** Opening TASK DATA block **

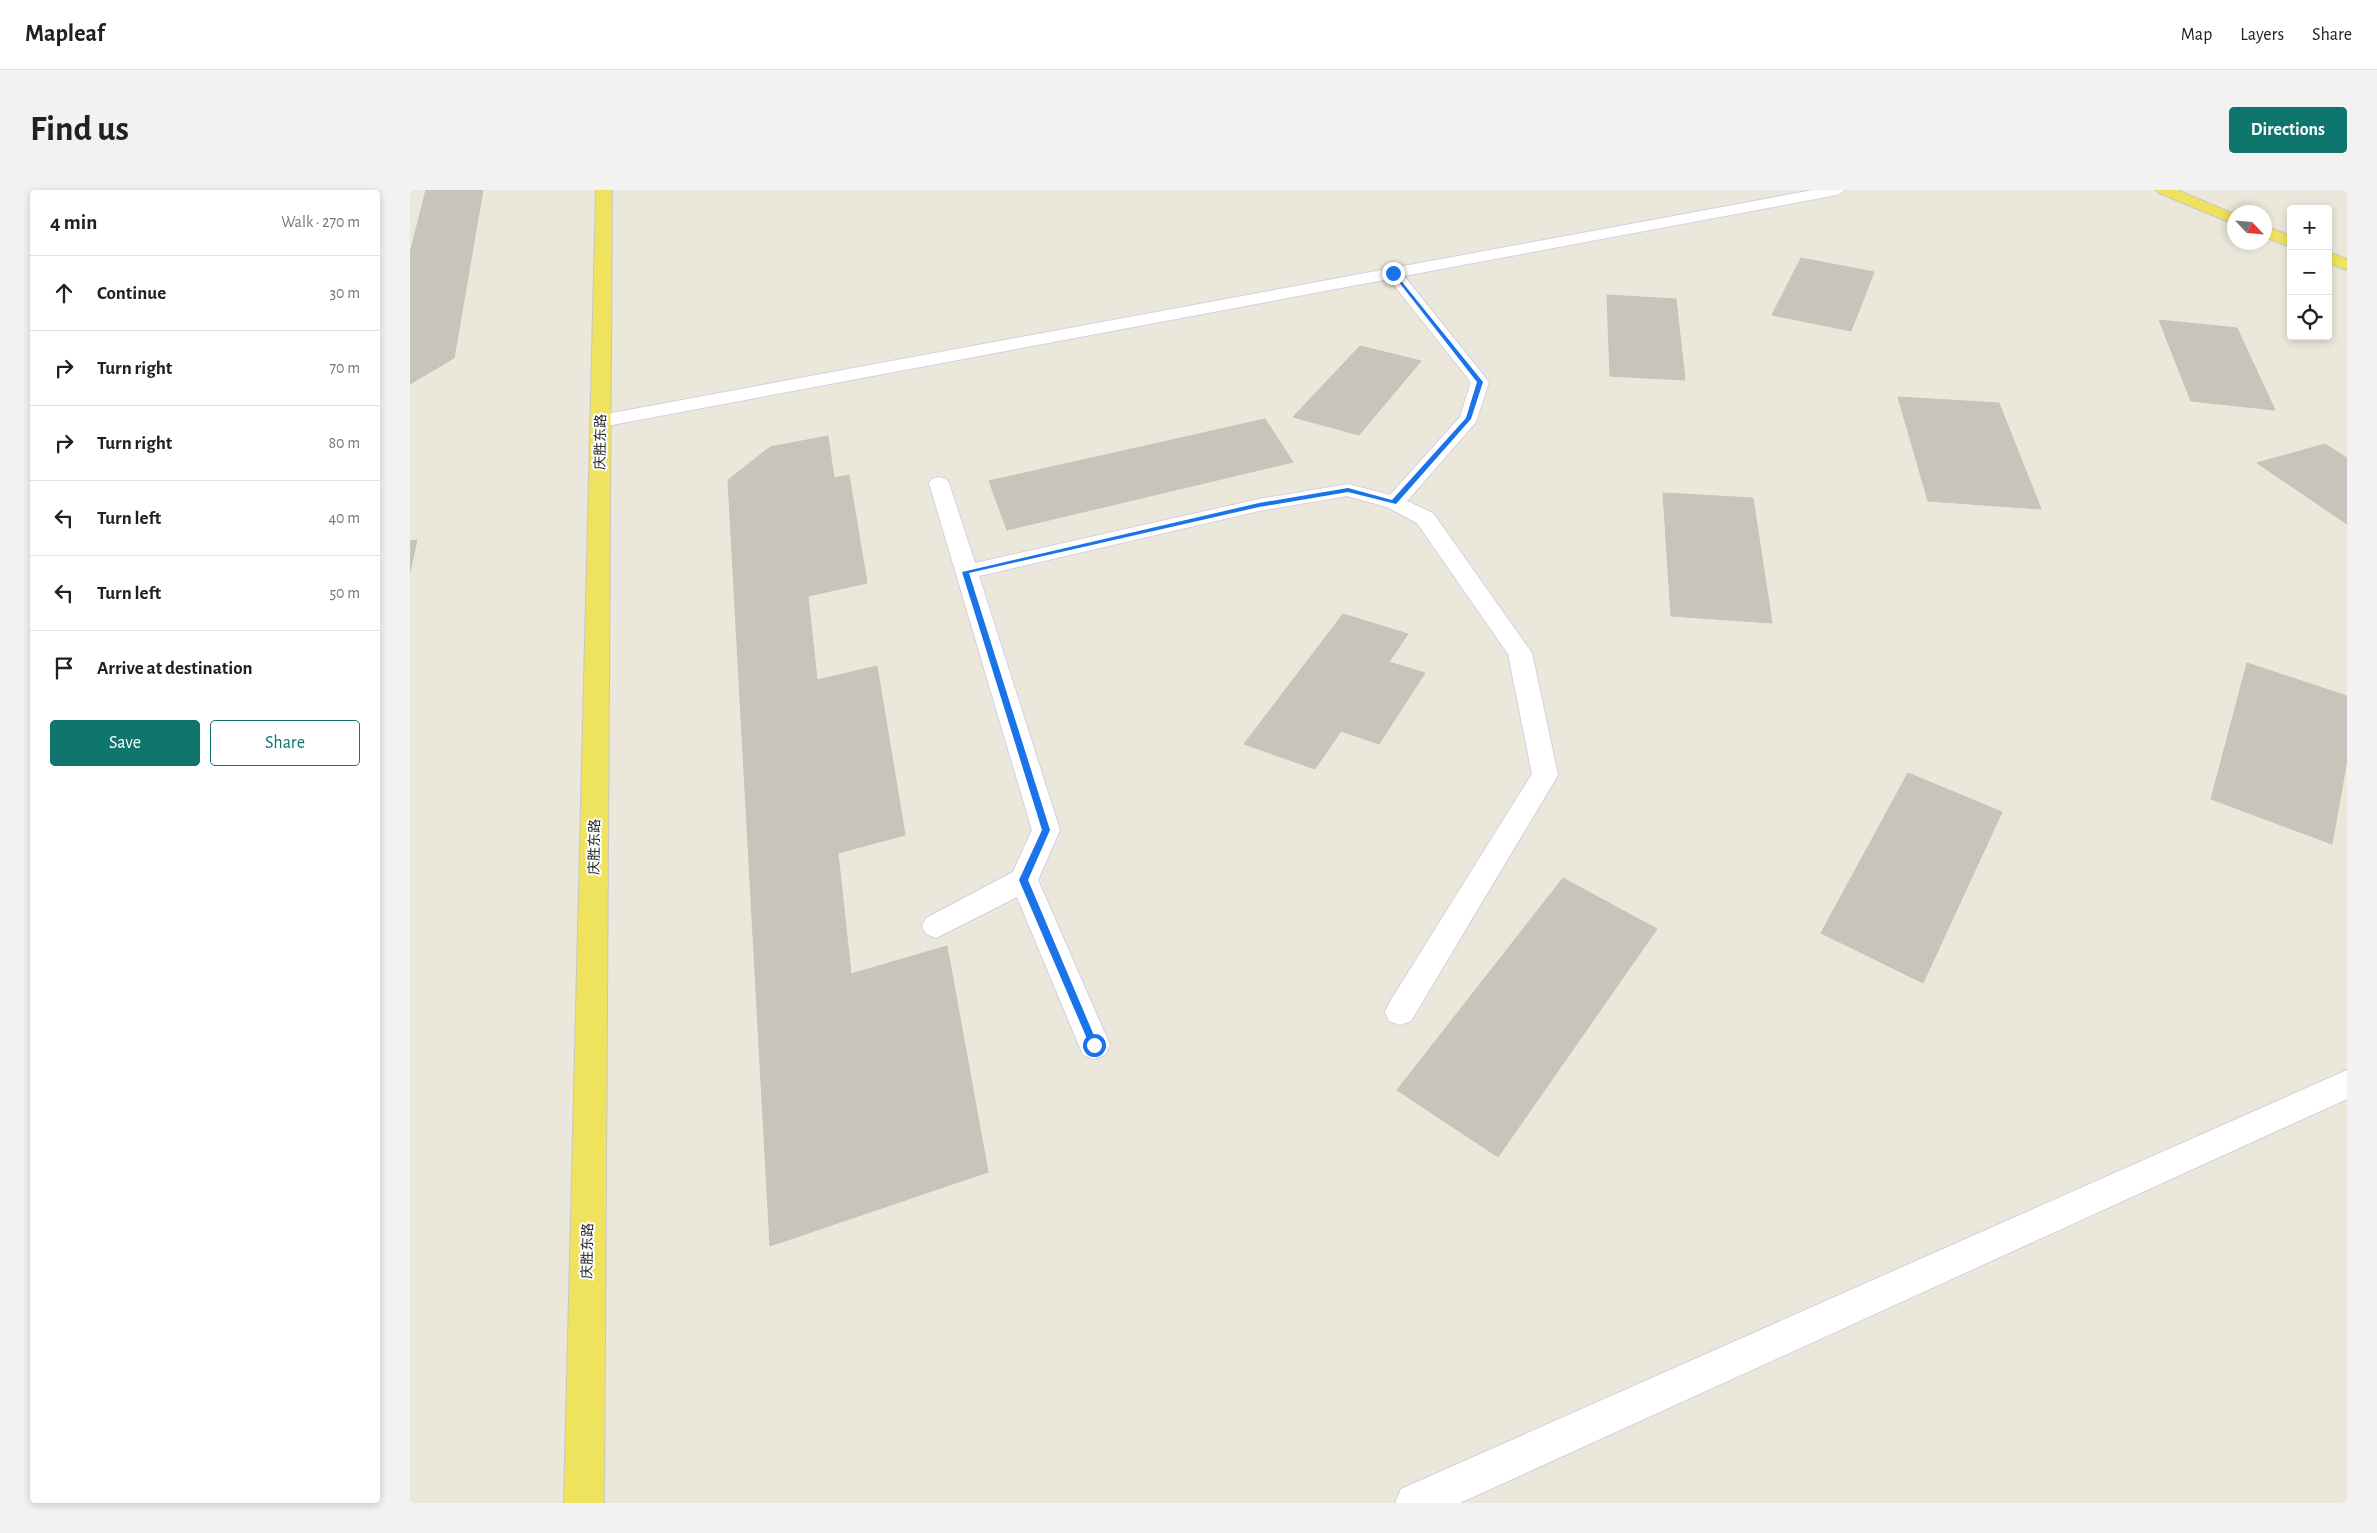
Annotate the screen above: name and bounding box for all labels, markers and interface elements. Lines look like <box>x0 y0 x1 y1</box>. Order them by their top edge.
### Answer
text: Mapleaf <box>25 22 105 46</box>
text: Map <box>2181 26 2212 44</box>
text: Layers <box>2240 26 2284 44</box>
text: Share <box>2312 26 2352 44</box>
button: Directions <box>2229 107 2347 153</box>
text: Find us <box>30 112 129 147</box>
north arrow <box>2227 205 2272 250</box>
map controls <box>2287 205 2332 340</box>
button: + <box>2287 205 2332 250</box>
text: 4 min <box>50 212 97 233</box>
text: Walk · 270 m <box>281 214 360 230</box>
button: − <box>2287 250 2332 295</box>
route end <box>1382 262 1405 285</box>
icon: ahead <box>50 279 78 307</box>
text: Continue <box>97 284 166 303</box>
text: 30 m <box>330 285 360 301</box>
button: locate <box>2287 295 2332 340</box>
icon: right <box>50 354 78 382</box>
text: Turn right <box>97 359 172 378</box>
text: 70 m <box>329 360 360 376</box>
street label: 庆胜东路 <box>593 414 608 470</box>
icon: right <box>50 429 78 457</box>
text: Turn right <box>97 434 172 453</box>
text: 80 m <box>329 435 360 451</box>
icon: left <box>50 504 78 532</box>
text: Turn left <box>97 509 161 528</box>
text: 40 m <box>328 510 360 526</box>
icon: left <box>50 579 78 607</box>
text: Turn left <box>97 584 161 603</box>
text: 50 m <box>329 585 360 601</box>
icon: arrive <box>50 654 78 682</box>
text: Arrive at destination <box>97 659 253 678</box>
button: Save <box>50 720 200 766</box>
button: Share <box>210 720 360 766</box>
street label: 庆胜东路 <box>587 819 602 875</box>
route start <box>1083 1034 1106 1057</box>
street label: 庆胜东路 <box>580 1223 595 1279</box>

** Closing TASK DATA block **

● BRIEF: Lines holding the word "Turn" are the answer; copy each one from the records above.

● EXERCISE ANSWER:
text: Turn right <box>97 359 172 378</box>
text: Turn right <box>97 434 172 453</box>
text: Turn left <box>97 509 161 528</box>
text: Turn left <box>97 584 161 603</box>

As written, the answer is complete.